WORK ORDER ->
Within the data below, count the lines that include the word "Tomken". Provide the number and nothing further.

DATA PROVIDED Start Marker

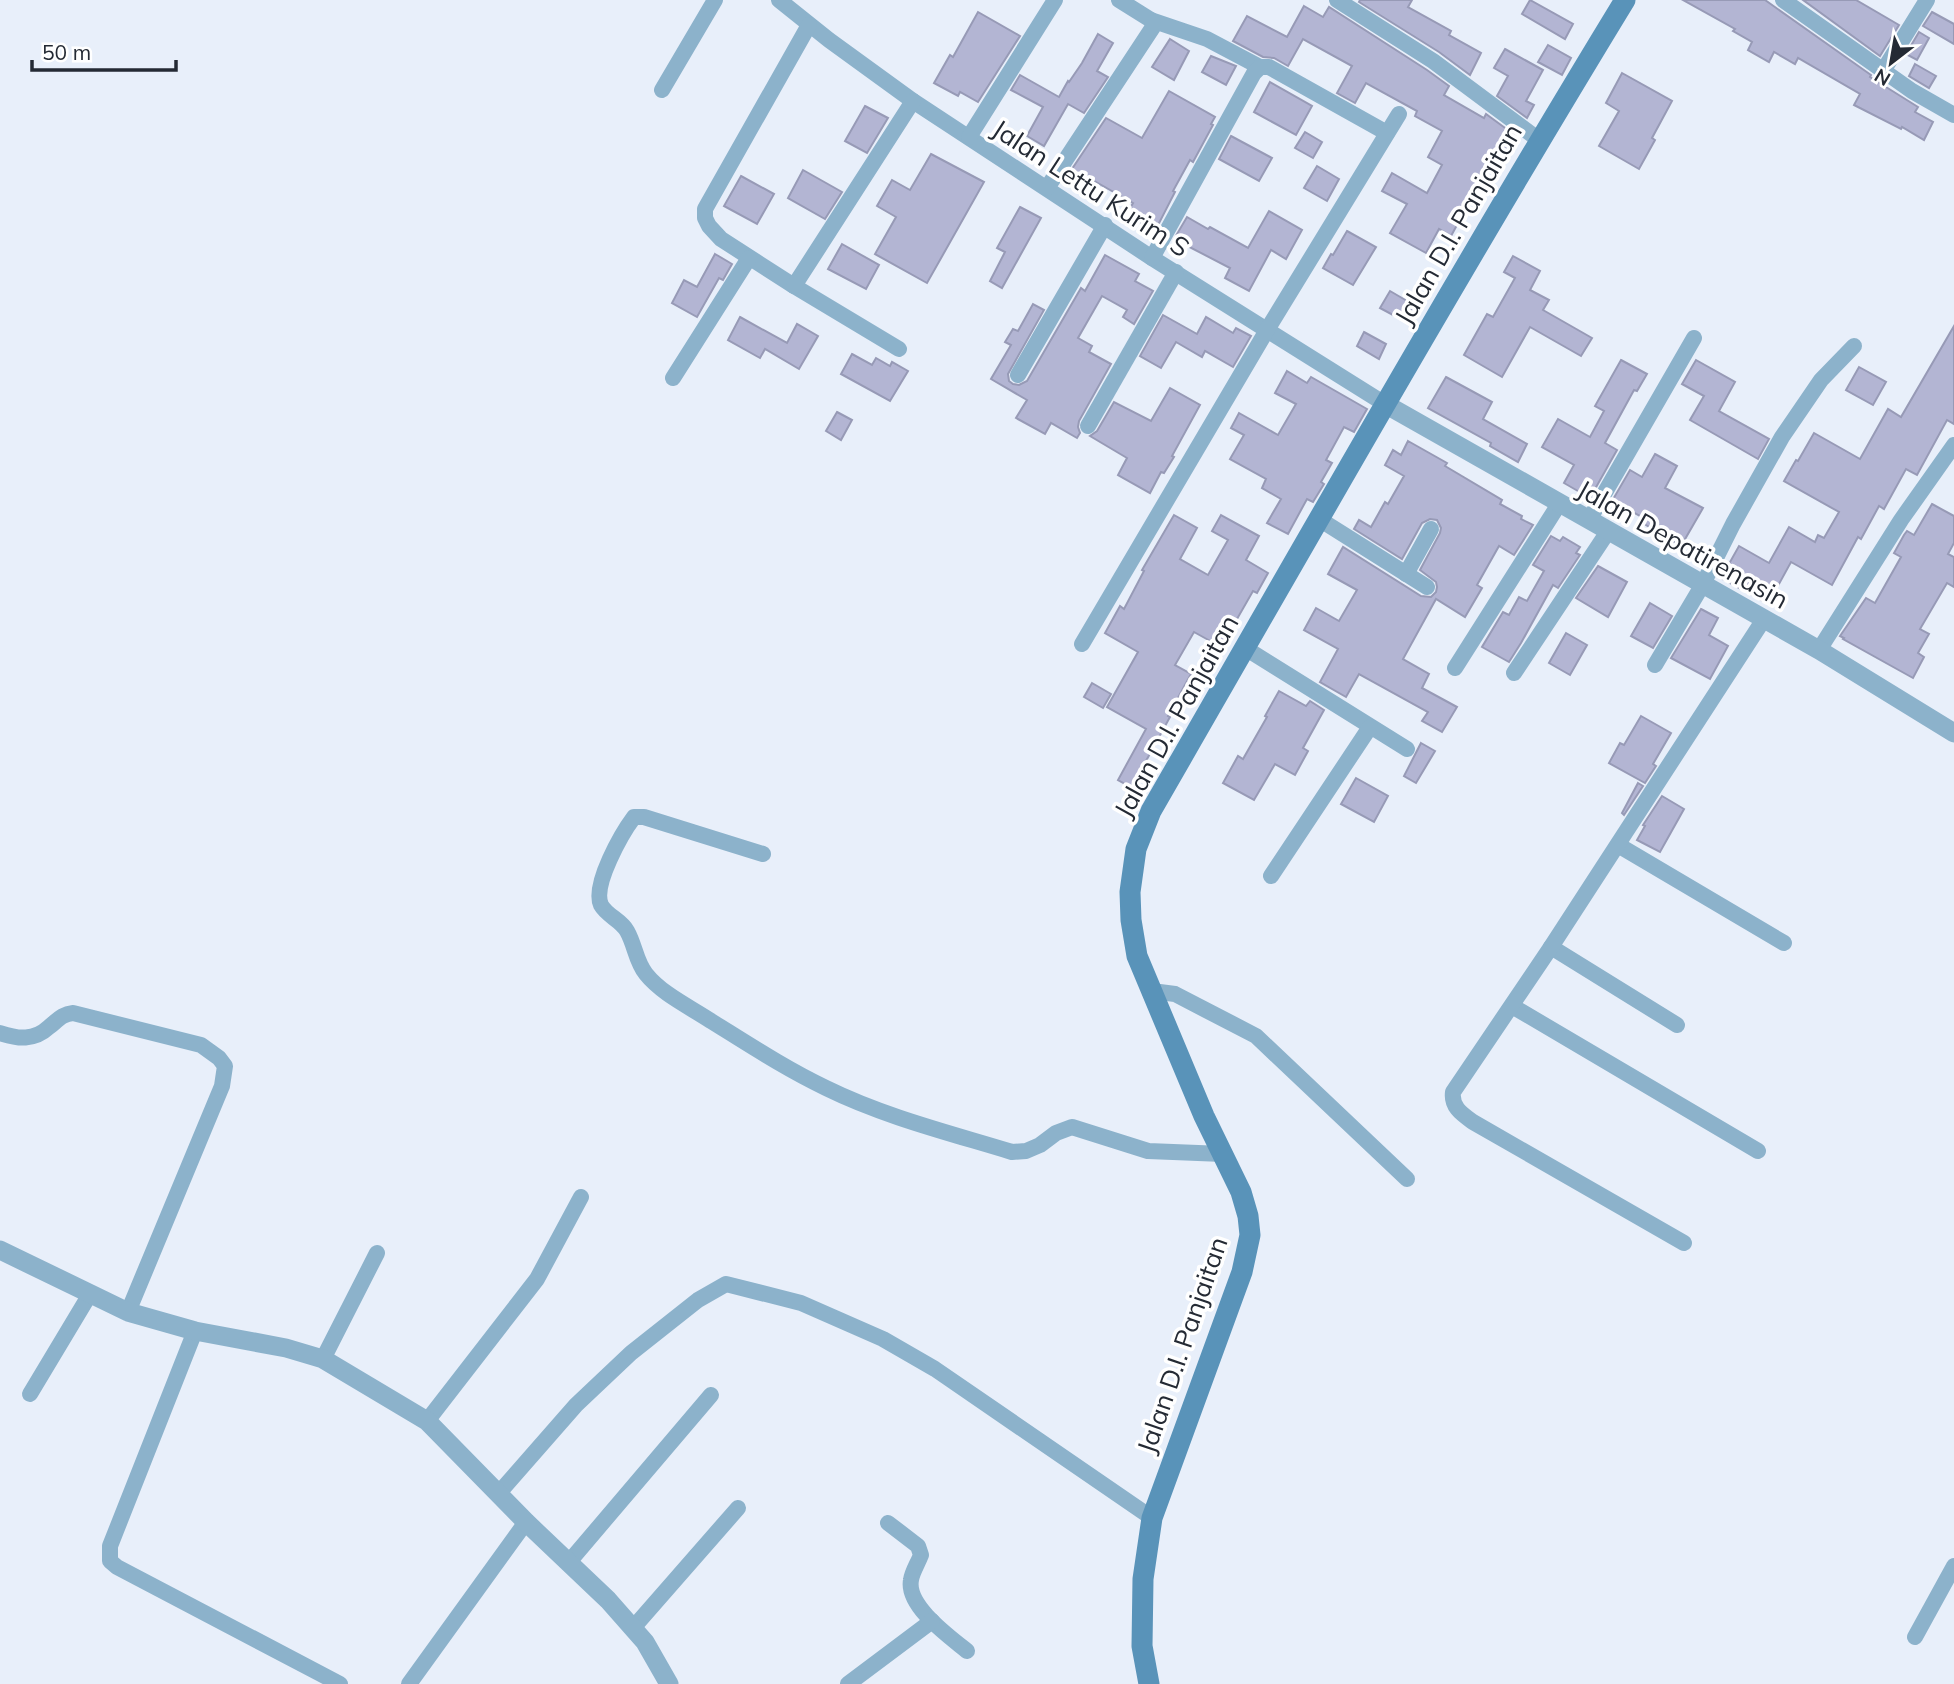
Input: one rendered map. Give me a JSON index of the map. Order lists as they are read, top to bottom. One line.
{"streets":{"main road":["Jalan D.I. Panjaitan"],"street":["Jalan Lettu Kurim S","Jalan Depatirenasin"]},"crossings":[["Jalan Lettu Kurim S","Jalan D.I. Panjaitan"],["Jalan Lettu Kurim S","Jalan Depatirenasin"],["Jalan D.I. Panjaitan","Jalan Depatirenasin"]],"scale_bar":"50 m","north":"bottom left"}
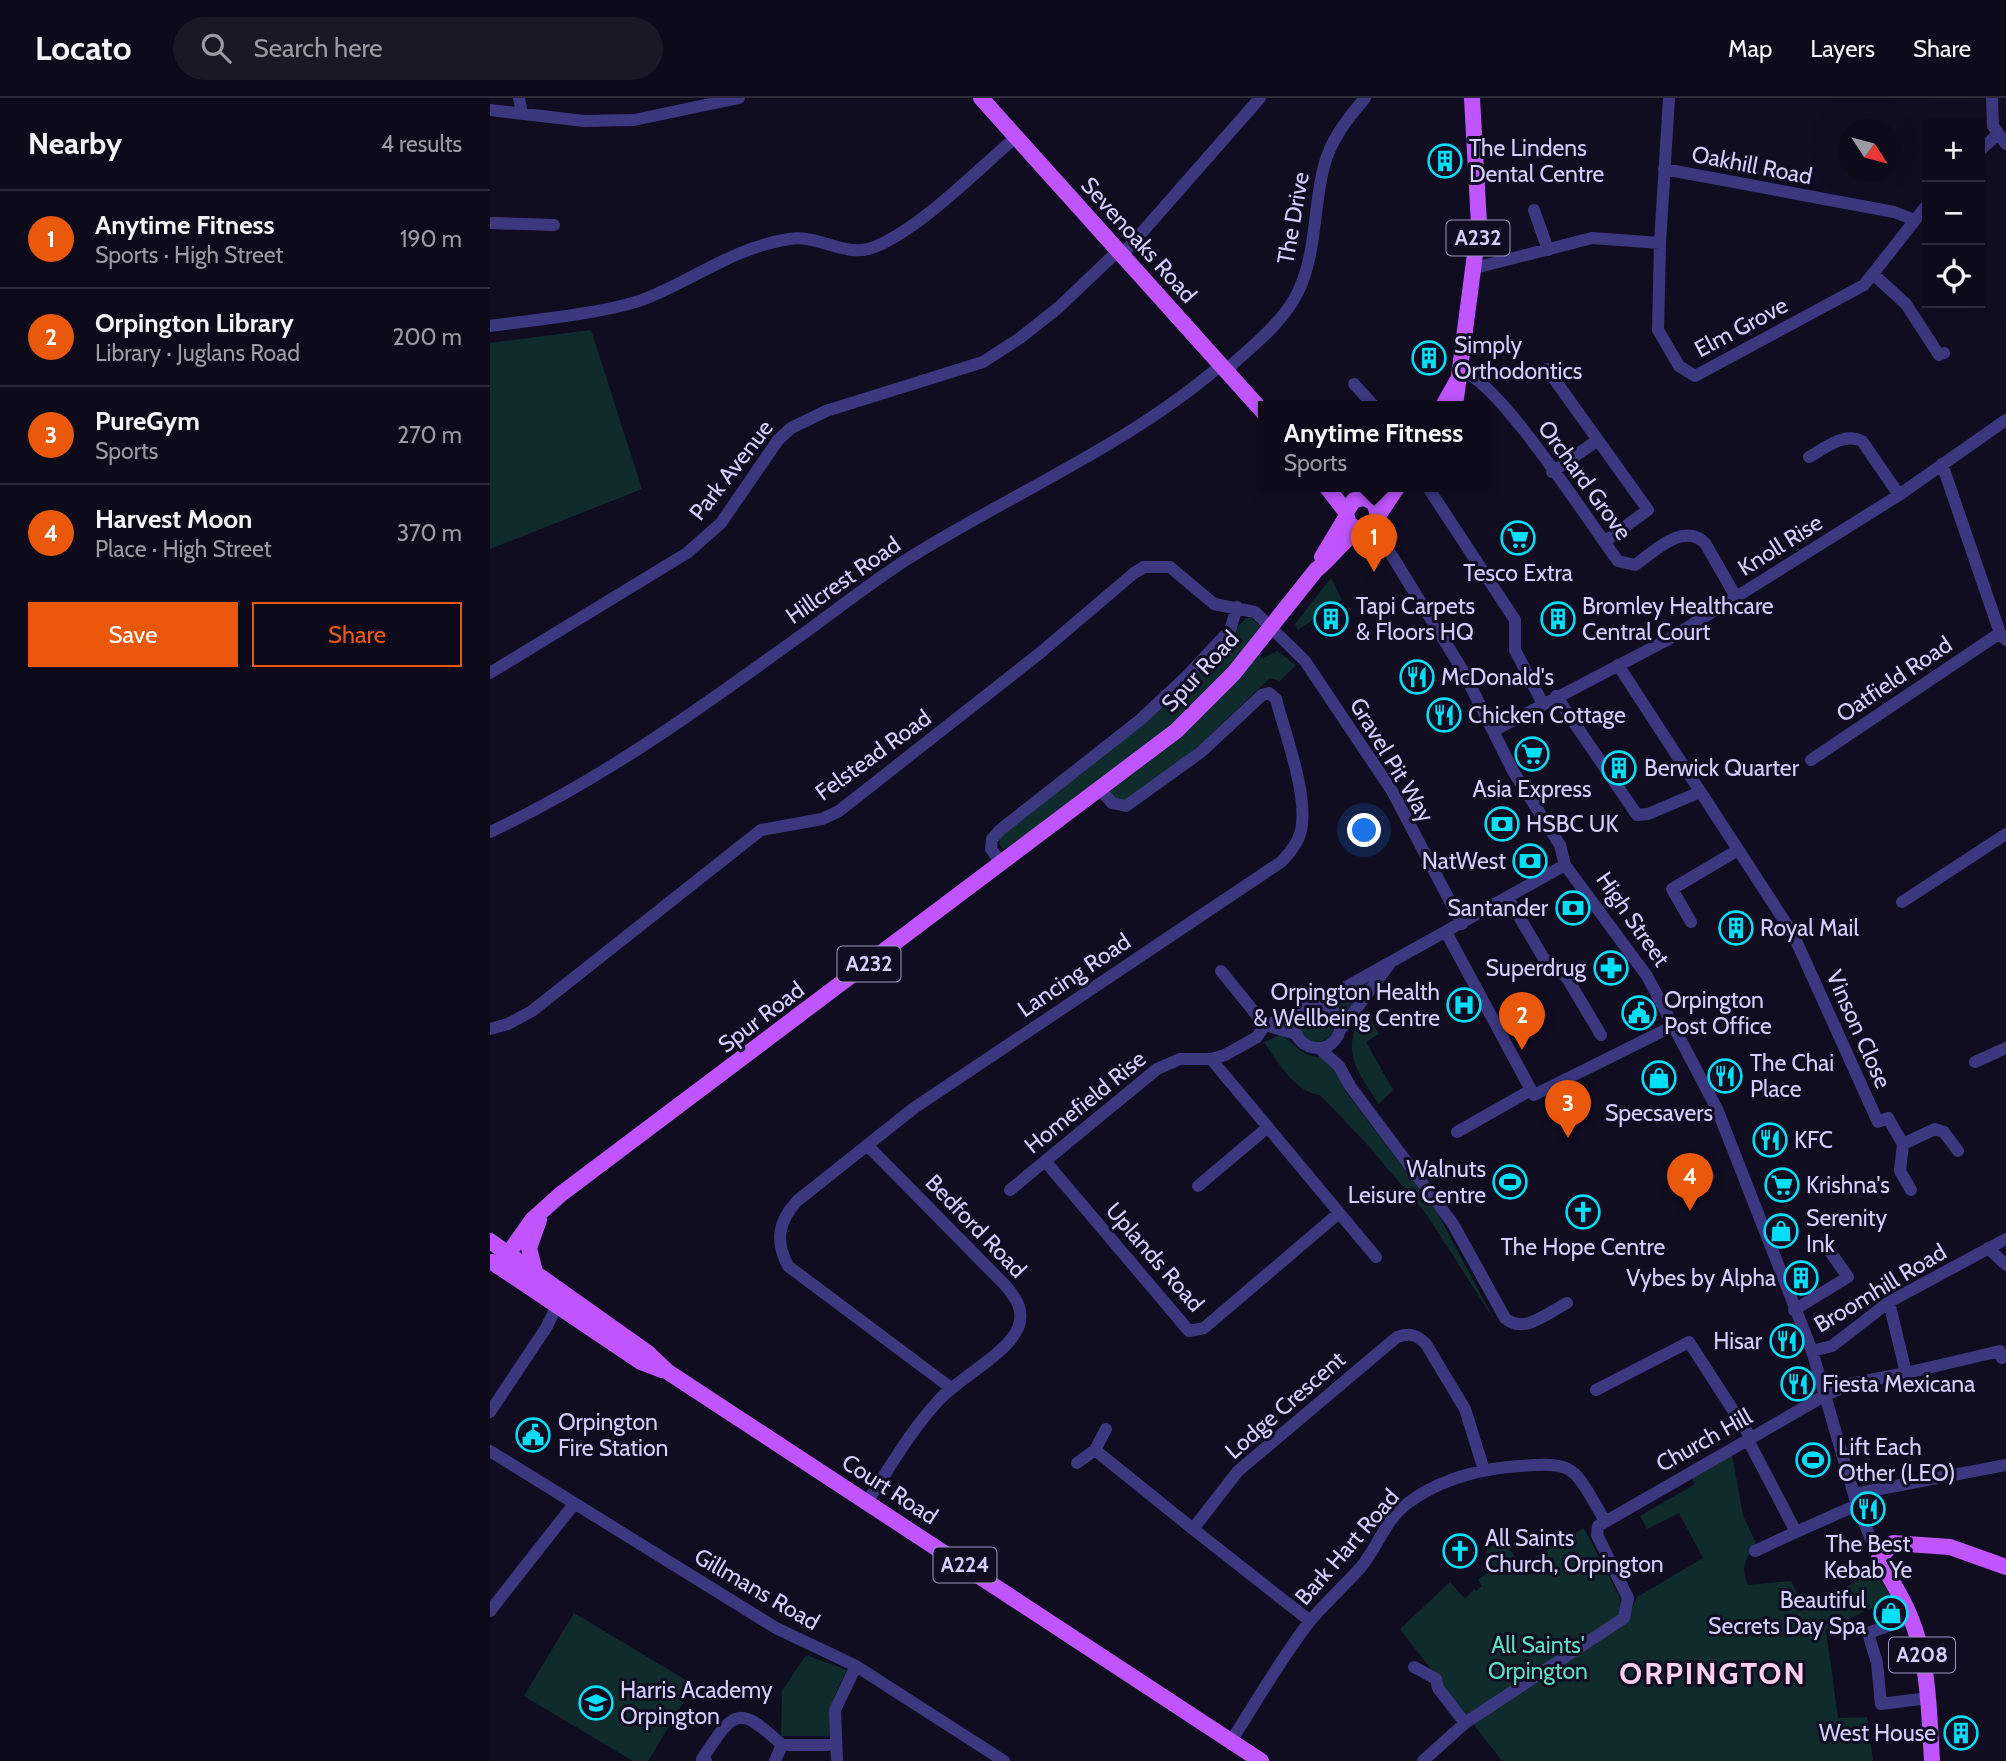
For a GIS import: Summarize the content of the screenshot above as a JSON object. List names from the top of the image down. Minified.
{"streets":{"main road":["A232","Sevenoaks Road","Spur Road","High Street","Court Road","A224","A208"],"street":["Oakhill Road","The Drive","Elm Grove","Park Avenue","Orchard Grove","Knoll Rise","Hillcrest Road","Oatfield Road","Felstead Road","Gravel Pit Way","Lancing Road","Vinson Close","Homefield Rise","Bedford Road","Uplands Road","Broomhill Road","Lodge Crescent","Church Hill","Bark Hart Road","Gillmans Road"]},"crossings":[["Oakhill Road","Elm Grove"],["The Drive","Sevenoaks Road"],["The Drive","Hillcrest Road"],["A232","Orchard Grove"],["Sevenoaks Road","Park Avenue"],["Sevenoaks Road","Hillcrest Road"],["Orchard Grove","Knoll Rise"],["Knoll Rise","High Street"],["Knoll Rise","Vinson Close"],["Spur Road","Felstead Road"],["Spur Road","Gravel Pit Way"],["Spur Road","High Street"],["Spur Road","Lancing Road"],["Spur Road","Court Road"],["Felstead Road","Gravel Pit Way"],["Gravel Pit Way","Homefield Rise"],["High Street","Homefield Rise"],["High Street","Broomhill Road"],["High Street","Church Hill"],["Lancing Road","Bedford Road"],["Homefield Rise","Uplands Road"],["Bedford Road","Court Road"],["Lodge Crescent","Bark Hart Road"],["Church Hill","Bark Hart Road"],["Court Road","Bark Hart Road"]],"districts":["ORPINGTON"],"parks":["All Saints' Orpington"],"places":{"building":["The Lindens Dental Centre","Simply Orthodontics","Tapi Carpets & Floors HQ","Bromley Healthcare Central Court","Berwick Quarter","Royal Mail","Vybes by Alpha","West House"],"supermarket":["Tesco Extra","Asia Express","Krishna's"],"restaurant":["McDonald's","Chicken Cottage","The Chai Place","KFC","Hisar","Fiesta Mexicana","The Best Kebab Ye"],"bank":["HSBC UK","NatWest","Santander"],"pharmacy":["Superdrug"],"hospital":["Orpington Health & Wellbeing Centre"],"public building":["Orpington Post Office","Orpington Fire Station"],"shop":["Specsavers","Serenity Ink","Beautiful Secrets Day Spa"],"sports":["Walnuts Leisure Centre","Lift Each Other (LEO)"],"church":["The Hope Centre","All Saints Church, Orpington"],"school or university":["Harris Academy Orpington"]},"north":"bottom right","page":{"header":"Locato","search":"Search here","nav":["Map","Layers","Share"],"heading":["Nearby","4 results"],"map_buttons":["+","−"],"list":[{"mark":"1","name":"Anytime Fitness","note":"Sports · High Street","value":"190 m"},{"mark":"2","name":"Orpington Library","note":"Library · Juglans Road","value":"200 m"},{"mark":"3","name":"PureGym","note":"Sports","value":"270 m"},{"mark":"4","name":"Harvest Moon","note":"Place · High Street","value":"370 m"}],"popup":["Anytime Fitness","Sports"],"pins":["1","2","3","4"],"buttons":["Save","Share"]}}
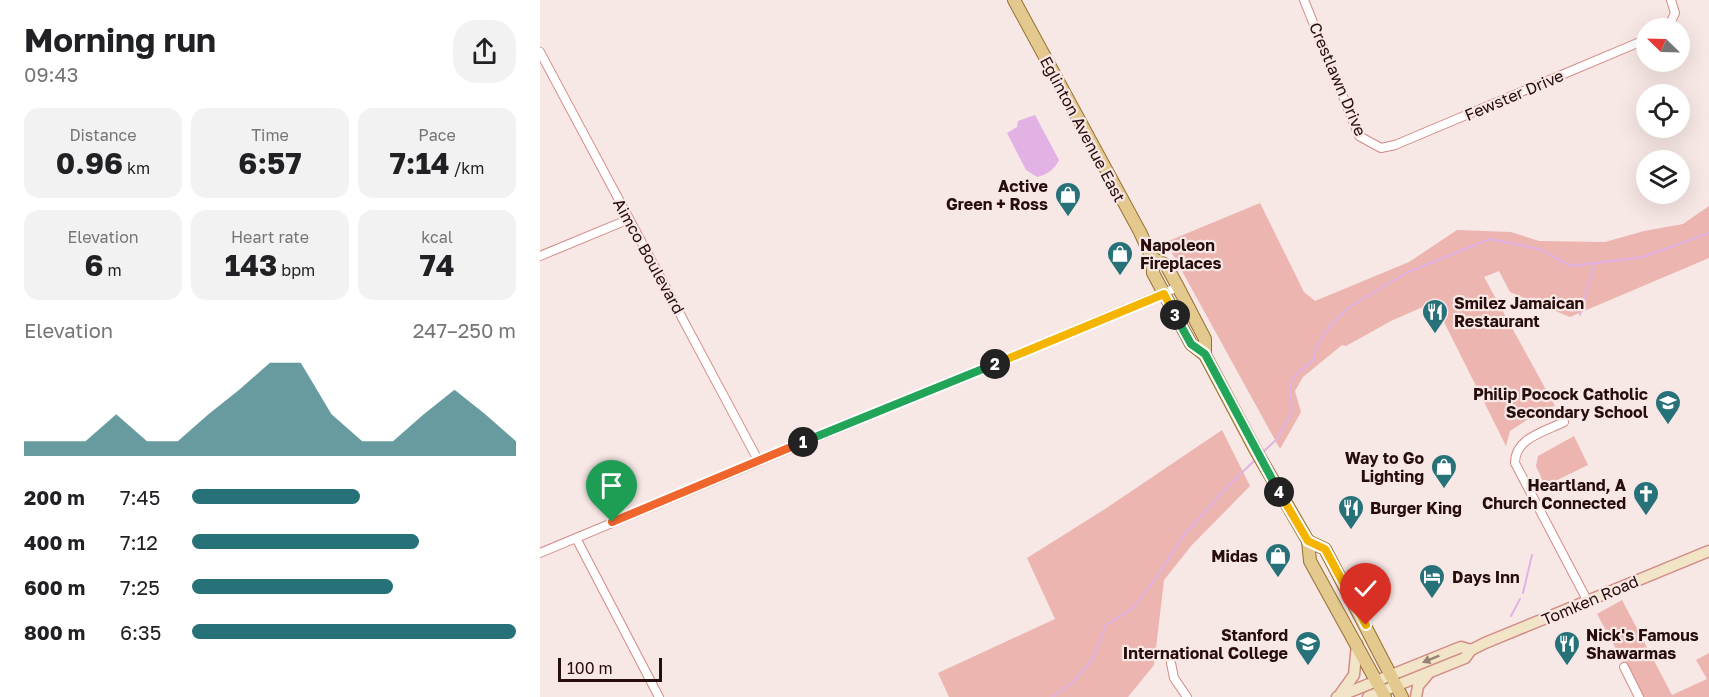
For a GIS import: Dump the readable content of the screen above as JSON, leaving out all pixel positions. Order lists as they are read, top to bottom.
{
  "streets": {
    "main road": ["Eglinton Avenue East"],
    "street": [
      "Crestlawn Drive",
      "Fewster Drive",
      "Aimco Boulevard",
      "Tomken Road"
    ]
  },
  "crossings": [
    ["Crestlawn Drive", "Fewster Drive"],
    ["Eglinton Avenue East", "Tomken Road"]
  ],
  "places": {
    "shop": [
      "Active Green + Ross",
      "Napoleon Fireplaces",
      "Way to Go Lighting",
      "Midas"
    ],
    "restaurant": ["Smilez Jamaican Restaurant", "Burger King", "Nick's Famous Shawarmas"],
    "school or university": ["Philip Pocock Catholic Secondary School", "Stanford International College"],
    "church": ["Heartland, A Church Connected"],
    "hotel": ["Days Inn"]
  },
  "scale_bar": "100 m",
  "north": "top left",
  "page": {
    "heading": ["Morning run", "09:43"],
    "stats": [
      ["Distance", "0.96 km"],
      ["Time", "6:57"],
      ["Pace", "7:14 /km"],
      ["Elevation", "6 m"],
      ["Heart rate", "143 bpm"],
      ["kcal", "74"]
    ],
    "pins": [
      "3",
      "2",
      "1",
      "4"
    ],
    "chart": ["Elevation", "247–250 m"],
    "list": [
      {
        "name": "200 m",
        "note": "7:45"
      },
      {
        "name": "400 m",
        "note": "7:12"
      },
      {
        "name": "600 m",
        "note": "7:25"
      },
      {
        "name": "800 m",
        "note": "6:35"
      }
    ],
    "scale": "100 m"
  }
}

DATA PROVIDED End Marker

EXERCISE RESPONSE ->
2